Am 30. Januar 2025 wurde Ahmed al-Sharaa zum Übergangspräsidenten Syriens ernannt, fast zwei Monate nach dem Sturz von Bashar al-Assad. Diese Ernennung wurde von der syrischen Staatsnachrichtenagentur SANA während eines hochrangigen Treffens in Damaskus bekannt gegeben. Al-Sharaa, früher bekannt als Abu Mohammed al-Julani, führte die sunnitisch-islamistische Organisation Hayat Tahrir al-Sham (HTS), die eine bedeutende Rolle bei der Offensive gegen Assad spielte. Durch seine neue Position hat al-Sharaa die Aufgabe, einen vorübergehenden Legislativrat zu bilden, der bis zur Annahme einer neuen Verfassung tätig sein wird. Die alte syrische Verfassung und die Baath-Partei, die über 60 Jahre an der Macht war, wurden ebenfalls aufgelöst, was einen markanten Bruch mit der Vergangenheit darstellt.

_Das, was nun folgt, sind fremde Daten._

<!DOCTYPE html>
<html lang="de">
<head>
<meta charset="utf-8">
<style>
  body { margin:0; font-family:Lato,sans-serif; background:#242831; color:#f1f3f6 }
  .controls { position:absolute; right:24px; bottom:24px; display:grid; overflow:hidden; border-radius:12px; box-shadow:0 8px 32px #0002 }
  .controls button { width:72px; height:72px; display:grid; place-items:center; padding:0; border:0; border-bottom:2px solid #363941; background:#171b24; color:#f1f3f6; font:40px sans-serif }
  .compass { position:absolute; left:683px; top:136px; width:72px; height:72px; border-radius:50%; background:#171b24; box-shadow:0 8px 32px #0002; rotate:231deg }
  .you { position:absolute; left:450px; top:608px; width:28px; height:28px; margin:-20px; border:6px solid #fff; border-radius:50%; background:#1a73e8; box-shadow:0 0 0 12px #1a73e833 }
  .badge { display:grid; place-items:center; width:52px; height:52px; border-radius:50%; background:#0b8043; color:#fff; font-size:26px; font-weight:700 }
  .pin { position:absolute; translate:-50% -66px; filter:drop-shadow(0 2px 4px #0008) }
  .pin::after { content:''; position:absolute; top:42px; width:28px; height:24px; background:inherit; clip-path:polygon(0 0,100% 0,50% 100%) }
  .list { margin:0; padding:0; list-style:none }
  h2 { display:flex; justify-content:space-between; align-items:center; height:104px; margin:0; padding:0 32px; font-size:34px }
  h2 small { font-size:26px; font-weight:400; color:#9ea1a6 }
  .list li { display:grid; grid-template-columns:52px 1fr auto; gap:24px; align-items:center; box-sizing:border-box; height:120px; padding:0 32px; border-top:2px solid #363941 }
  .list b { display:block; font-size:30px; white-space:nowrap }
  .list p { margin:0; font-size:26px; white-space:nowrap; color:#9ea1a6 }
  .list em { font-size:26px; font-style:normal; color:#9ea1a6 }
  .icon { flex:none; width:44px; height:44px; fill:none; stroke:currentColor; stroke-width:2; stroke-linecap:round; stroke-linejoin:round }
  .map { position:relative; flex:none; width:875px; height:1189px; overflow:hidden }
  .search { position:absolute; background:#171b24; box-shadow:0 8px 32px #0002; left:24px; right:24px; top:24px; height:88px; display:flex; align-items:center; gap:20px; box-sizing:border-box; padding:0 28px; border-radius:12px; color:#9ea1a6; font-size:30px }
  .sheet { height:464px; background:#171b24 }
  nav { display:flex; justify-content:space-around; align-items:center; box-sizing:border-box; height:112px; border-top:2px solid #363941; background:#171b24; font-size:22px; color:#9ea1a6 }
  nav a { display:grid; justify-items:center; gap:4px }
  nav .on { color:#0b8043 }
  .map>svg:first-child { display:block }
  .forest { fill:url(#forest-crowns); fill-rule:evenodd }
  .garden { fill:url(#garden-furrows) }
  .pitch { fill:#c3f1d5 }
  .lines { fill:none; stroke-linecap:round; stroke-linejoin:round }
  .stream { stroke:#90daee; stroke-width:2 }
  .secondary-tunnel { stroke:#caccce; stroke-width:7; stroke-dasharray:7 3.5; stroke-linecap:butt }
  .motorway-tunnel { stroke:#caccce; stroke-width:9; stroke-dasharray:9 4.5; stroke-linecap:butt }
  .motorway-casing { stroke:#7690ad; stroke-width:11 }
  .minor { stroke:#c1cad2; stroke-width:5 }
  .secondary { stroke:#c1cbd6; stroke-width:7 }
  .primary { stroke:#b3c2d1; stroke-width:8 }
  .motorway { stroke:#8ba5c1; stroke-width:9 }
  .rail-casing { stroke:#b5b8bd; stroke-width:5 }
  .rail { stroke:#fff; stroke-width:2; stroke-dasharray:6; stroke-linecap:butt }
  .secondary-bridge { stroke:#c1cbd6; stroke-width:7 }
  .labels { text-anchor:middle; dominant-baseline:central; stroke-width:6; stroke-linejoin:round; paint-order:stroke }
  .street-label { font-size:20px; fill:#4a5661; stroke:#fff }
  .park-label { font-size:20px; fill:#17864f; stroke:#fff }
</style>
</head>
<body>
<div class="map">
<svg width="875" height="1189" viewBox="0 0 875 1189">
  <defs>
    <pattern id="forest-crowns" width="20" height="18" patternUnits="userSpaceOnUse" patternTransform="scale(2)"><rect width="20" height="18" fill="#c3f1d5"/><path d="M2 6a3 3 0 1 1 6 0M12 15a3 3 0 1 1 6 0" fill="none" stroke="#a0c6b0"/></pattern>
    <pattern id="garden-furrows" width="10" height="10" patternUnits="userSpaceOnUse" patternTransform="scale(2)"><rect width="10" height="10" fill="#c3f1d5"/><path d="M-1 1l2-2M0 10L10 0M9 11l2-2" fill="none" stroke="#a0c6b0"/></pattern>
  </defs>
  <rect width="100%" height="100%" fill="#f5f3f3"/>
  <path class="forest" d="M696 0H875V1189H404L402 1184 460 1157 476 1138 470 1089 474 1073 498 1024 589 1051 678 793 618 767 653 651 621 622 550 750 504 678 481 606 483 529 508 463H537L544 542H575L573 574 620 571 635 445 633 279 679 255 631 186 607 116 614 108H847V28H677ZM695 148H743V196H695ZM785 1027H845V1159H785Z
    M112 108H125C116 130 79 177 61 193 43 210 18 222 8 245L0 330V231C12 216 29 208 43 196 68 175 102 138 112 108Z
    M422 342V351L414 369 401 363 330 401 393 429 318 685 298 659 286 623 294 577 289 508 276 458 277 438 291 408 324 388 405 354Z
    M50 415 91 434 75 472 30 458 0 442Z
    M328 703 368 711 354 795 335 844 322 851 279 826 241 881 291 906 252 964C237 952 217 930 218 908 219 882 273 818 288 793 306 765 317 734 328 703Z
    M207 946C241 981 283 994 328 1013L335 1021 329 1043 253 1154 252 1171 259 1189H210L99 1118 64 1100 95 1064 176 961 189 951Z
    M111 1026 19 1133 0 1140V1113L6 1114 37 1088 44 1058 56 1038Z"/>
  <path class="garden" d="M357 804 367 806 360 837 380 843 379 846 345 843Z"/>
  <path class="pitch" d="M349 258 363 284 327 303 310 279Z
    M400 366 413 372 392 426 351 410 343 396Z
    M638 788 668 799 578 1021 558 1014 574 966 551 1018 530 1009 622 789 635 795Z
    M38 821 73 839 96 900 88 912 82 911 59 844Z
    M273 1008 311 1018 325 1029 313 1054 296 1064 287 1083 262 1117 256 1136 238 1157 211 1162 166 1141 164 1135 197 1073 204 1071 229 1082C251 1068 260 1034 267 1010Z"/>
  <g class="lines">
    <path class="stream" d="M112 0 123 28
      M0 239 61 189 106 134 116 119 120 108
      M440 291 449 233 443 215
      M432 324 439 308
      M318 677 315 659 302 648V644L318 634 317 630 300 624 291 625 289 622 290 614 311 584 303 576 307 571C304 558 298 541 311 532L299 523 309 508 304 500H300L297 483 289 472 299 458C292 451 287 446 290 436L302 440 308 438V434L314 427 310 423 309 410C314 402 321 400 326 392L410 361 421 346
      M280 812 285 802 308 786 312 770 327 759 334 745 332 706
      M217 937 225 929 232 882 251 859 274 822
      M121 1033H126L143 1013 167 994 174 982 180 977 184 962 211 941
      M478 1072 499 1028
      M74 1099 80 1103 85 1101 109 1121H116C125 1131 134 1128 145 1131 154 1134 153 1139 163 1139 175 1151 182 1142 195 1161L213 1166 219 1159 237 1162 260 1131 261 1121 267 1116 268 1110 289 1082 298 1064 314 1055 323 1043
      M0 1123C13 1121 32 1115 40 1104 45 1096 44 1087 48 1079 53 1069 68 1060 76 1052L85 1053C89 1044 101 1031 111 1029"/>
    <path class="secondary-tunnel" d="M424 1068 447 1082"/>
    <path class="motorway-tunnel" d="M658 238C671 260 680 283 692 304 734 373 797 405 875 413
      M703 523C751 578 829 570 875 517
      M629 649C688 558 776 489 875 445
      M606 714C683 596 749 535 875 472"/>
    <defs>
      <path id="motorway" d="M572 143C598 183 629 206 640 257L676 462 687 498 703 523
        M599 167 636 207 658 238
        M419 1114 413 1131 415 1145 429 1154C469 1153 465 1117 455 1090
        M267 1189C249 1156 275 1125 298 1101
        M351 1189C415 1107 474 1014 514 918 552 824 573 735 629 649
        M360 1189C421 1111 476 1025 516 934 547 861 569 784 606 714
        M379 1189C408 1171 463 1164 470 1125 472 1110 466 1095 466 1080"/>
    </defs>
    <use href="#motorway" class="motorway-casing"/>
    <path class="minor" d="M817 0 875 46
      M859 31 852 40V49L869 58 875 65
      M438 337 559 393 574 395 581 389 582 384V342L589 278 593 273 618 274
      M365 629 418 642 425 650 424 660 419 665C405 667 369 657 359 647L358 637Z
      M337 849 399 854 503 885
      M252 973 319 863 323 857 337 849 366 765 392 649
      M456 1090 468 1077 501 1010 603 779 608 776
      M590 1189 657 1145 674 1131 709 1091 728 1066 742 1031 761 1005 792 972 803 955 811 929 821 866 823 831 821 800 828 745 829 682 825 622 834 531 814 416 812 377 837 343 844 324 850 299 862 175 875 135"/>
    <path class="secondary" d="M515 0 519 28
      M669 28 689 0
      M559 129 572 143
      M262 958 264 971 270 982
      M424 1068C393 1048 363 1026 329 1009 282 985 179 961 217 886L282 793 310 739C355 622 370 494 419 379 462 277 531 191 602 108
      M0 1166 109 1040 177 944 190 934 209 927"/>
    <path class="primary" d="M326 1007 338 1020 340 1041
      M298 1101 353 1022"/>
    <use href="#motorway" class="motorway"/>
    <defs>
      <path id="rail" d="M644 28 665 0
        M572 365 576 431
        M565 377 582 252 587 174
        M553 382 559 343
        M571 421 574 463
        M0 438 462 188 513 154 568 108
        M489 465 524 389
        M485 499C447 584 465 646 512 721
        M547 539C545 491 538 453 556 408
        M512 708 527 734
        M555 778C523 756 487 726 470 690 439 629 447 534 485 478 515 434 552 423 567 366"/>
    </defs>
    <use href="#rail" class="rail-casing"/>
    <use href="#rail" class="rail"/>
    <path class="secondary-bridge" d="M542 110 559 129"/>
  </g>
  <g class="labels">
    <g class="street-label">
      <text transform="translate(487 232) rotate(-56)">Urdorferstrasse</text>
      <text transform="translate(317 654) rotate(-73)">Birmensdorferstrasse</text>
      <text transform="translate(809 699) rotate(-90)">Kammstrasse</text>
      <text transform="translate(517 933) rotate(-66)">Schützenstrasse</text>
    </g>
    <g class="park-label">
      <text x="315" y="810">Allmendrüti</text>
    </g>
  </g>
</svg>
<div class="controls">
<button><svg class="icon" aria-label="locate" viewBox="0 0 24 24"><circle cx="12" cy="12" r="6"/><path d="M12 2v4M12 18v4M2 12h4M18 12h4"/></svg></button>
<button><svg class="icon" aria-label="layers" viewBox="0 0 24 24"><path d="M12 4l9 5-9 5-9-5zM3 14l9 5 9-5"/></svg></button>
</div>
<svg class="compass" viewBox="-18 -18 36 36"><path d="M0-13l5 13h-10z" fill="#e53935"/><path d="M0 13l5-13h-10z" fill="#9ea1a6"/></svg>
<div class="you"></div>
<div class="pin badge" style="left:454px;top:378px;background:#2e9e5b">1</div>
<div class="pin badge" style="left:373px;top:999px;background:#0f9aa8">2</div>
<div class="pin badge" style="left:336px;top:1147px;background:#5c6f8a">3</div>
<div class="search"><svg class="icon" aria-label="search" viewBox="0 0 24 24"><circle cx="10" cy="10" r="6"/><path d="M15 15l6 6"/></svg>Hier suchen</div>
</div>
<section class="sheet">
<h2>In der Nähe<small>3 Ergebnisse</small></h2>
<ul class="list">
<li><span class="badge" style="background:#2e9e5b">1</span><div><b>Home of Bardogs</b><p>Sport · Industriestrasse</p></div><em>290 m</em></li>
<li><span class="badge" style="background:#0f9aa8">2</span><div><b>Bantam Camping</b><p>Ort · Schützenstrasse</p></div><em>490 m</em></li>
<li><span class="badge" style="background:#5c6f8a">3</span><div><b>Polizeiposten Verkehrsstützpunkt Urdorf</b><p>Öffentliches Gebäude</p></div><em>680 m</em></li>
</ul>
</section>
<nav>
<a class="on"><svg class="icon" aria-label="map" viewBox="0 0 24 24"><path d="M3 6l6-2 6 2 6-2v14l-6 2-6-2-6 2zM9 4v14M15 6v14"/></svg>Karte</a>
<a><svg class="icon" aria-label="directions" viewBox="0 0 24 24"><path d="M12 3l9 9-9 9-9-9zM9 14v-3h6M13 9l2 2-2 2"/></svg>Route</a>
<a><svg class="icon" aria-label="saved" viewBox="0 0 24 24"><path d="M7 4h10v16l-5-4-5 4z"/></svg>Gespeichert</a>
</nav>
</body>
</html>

Die Entscheidung zur Auflösung aller militärischen Fraktionen, einschließlich der syrischen Armee und der Sicherheitskräfte, könnte als Versuch gewertet werden, eine neue politische Ordnung in Syrien zu etablieren. Al-Sharaa hat betont, dass die Organisation von Wahlen bis zu vier Jahre dauern könnte, während die Ausarbeitung einer neuen Verfassung bis zu drei Jahre in Anspruch nehmen wird. Eine umfassende Volkszählung ist notwendig, um die Zahl der wahlberechtigten Bürger festzustellen. Dieses Vorgehen spiegelt das komplexe und zersplitterte politische Umfeld wider, das Syrien nach über einem Jahrzehnt Bürgerkrieg durchlebt.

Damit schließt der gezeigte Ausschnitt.